## Given data
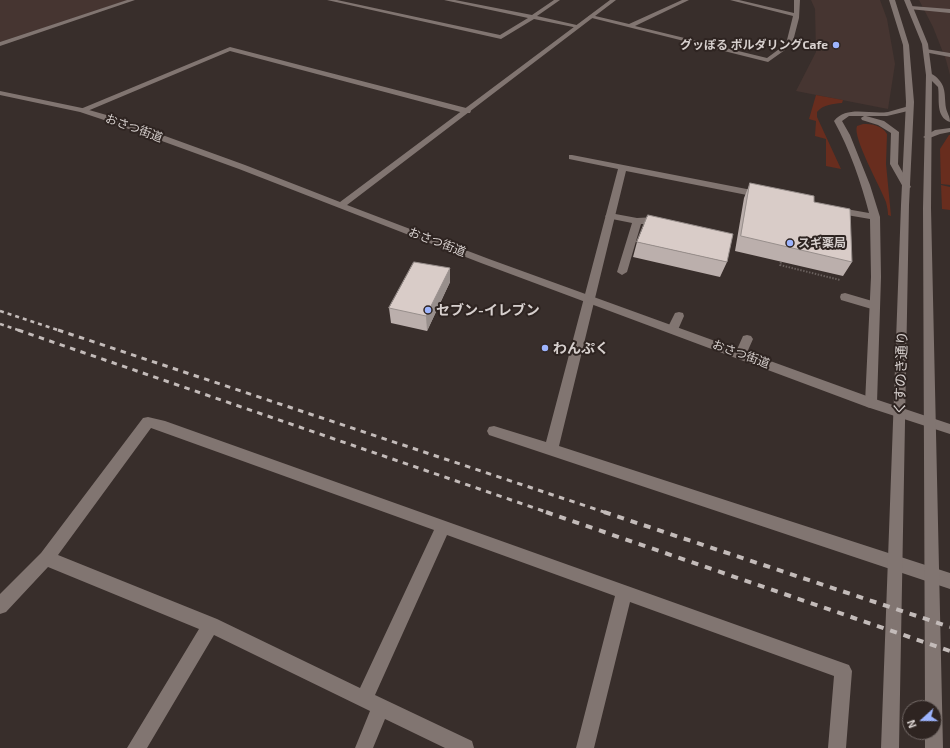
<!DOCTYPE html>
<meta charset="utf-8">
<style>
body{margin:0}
#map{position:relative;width:950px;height:748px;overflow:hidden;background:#382e2b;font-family:"Exo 2",sans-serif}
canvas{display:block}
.north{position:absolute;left:902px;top:700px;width:40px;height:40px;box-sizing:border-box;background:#2e2421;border:1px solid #726966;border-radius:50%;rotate:249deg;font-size:11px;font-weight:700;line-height:16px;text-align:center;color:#d7d0ce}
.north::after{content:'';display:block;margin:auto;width:14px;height:18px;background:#9db4fd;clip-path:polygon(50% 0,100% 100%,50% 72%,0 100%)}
</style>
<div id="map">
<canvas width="950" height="748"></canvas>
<div class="north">N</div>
</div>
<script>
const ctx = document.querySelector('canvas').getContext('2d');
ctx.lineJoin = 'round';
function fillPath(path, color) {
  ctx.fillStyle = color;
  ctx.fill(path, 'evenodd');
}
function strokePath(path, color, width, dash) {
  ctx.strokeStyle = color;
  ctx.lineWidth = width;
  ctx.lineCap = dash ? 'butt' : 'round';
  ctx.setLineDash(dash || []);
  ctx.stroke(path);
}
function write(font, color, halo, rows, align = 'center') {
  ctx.font = font + ' "Exo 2","Noto Sans JP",sans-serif';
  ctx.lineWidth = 4;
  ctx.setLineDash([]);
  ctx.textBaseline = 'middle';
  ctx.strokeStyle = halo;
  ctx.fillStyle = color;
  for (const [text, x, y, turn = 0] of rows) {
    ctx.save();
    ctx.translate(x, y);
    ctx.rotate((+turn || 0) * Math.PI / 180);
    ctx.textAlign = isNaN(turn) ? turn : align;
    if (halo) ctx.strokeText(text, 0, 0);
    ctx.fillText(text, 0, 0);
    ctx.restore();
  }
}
const built = new Path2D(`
 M0 0H128L0 42Z
 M811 0H880L887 19 895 64 888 109 796 91 816 52 815 9Z
 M919 0H950V75L946 60 933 27Z`);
const green = new Path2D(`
 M816 95 843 100 842 103C833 104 824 104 817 112V117L841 169 826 166V139L815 136 816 121 809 119Z
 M863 124C872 124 882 125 887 134L886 164 891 216 888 215C888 211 887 206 886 202 881 188 852 137 857 126Z
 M949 135H950V185L941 184 940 149Z
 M941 185 950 187V210L942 209Z`);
const path = new Path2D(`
 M781 262 780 265 840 280`);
const service = new Path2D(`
 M911 6 950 9V13L909 9V7Z
 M926 49 950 53V57L924 52V50Z
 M610 213 637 218 656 217 664 219 666 221 661 224H641L627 272 622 275 617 272 632 223 607 218 605 216Z
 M845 293 879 303 880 306 879 309 875 310 841 300 840 297 841 294Z
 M679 312 683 313 684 316 677 332H669L667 329 675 313Z
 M747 335 751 336 753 339 745 357 741 358 737 357 735 354 743 336Z`);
const minor = new Path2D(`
 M127 0H135L0 46V42Z
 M327 0H337L500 35 528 18 444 0H455L532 15 554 0H560L537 16 581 26 578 28 534 19 501 39Z
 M682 0H689L635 26 767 58 786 44 793 16 730 0H739L794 13V0H800L799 18 792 45 768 62 588 17 591 15 629 24Z
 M230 47 470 109 471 111 470 113H464L230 51 85 112H82L78 110Z
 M927 74C931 73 932 74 935 76 947 86 944 94 946 108 947 113 950 116 950 122 935 117 940 99 938 87L927 76Z
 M909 106 913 108 912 110 887 116H866L884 121 899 132 898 164 911 187 907 190 903 187 890 164 891 133 878 125 862 120 861 118 864 116H849L842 121 850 135 870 185 880 217 881 277 877 403 875 407 871 408 867 407 865 403 871 277 870 219 835 213 831 210 835 207 869 213C861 182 850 150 834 121 847 105 870 115 888 112 895 110 902 108 909 106Z
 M950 128V132L940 134 927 139 923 137 935 130Z
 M569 155H572L762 192 766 195 762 198 626 171 559 446 950 573V589L489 435 487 431 489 427 494 426 546 442 618 169 569 159Z
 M148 417 165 421 849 665 852 671 846 748H828L834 676 630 602 594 748H576L615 596 447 535 375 695 472 741 474 748H445L385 719 373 748H355L370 711 214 635 147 748H127L199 629 48 567 6 612 0 614V594L41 553 143 418ZM151 428 434 530 360 688 217 619 58 555Z`);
const tertiary = new Path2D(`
 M610 0H616L347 205 489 259 875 399 950 424V434L867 407 481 263 239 169 104 120 80 112 0 95V91L82 108 110 116 245 165 340 202Z`);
const secondary = new Path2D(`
 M889 0H895L909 45 914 102 909 205 899 748H881L901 205 906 102 903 45Z
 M904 0H910L928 44 932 75 931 208 943 748H925V732H934V708H925L923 208 926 75 922 44Z`);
const railFar2 = new Path2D(`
 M0 311 61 331
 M0 324 21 331`);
const railFar1 = new Path2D(`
 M18 330 549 513
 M58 330 607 513`);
const rail = new Path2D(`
 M546 512 950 651
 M604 512 950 627`);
const wall = new Path2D(`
 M750 183 814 202 852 262 843 276 735 251 744 198Z
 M637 242 727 262 720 277 633 257Z
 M450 268V282L427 331 391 323 389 308Z`);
const shadedWall = new Path2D(`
 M450 268V282L427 331 426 316Z`);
const building = new Path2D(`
 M750 183 814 196V202L850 209 852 262 741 236Z
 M648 215 733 234 727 262 637 242Z
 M414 262 450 268 426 316 389 308Z`);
const markers = [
 [836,45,4,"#9db4fd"],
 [790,243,4,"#9db4fd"],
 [428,310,4,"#9db4fd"],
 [545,348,4,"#9db4fd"]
];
const farPoinames = [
 ["グッぽる ボルダリングCafe",828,45],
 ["スギ薬局",798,243,"left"]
];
const farStreetnames = [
 ["おさつ街道",134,128,20],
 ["おさつ街道",437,242,21],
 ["おさつ街道",741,354,20]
];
const poiNames = [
 ["セブン-イレブン",436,310],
 ["わんぷく",553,348]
];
const streetNames = [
 ["くすのき通り",901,373,-88]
];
fillPath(built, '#463531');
fillPath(green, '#682d1e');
strokePath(path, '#685f5c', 2, [1.5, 1.5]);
fillPath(service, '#817571');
fillPath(minor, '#817571');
fillPath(tertiary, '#817571');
fillPath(secondary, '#817571');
strokePath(railFar2, '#c3bbb9', 2.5, [4, 4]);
strokePath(railFar1, '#c3bbb9', 3, [5.5, 5.5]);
strokePath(rail, '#c3bbb9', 4, [7, 7]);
fillPath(wall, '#bbafac');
fillPath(shadedWall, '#988f8c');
fillPath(building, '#d9ccc8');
strokePath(building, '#988f8c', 1);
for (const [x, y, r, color] of markers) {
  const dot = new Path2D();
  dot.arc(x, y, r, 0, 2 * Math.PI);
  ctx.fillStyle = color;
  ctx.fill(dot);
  strokePath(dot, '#2e2421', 1.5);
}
write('bold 12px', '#d7d0ce', '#2e2421', farPoinames, 'right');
write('12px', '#d7d0ce', '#2e2421', farStreetnames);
write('bold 14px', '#d7d0ce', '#2e2421', poiNames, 'left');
write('14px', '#d7d0ce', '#2e2421', streetNames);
</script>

## What the task requires
Tally the lines of the listing that contain "halo" and give the tally alone.

## Expected answer
3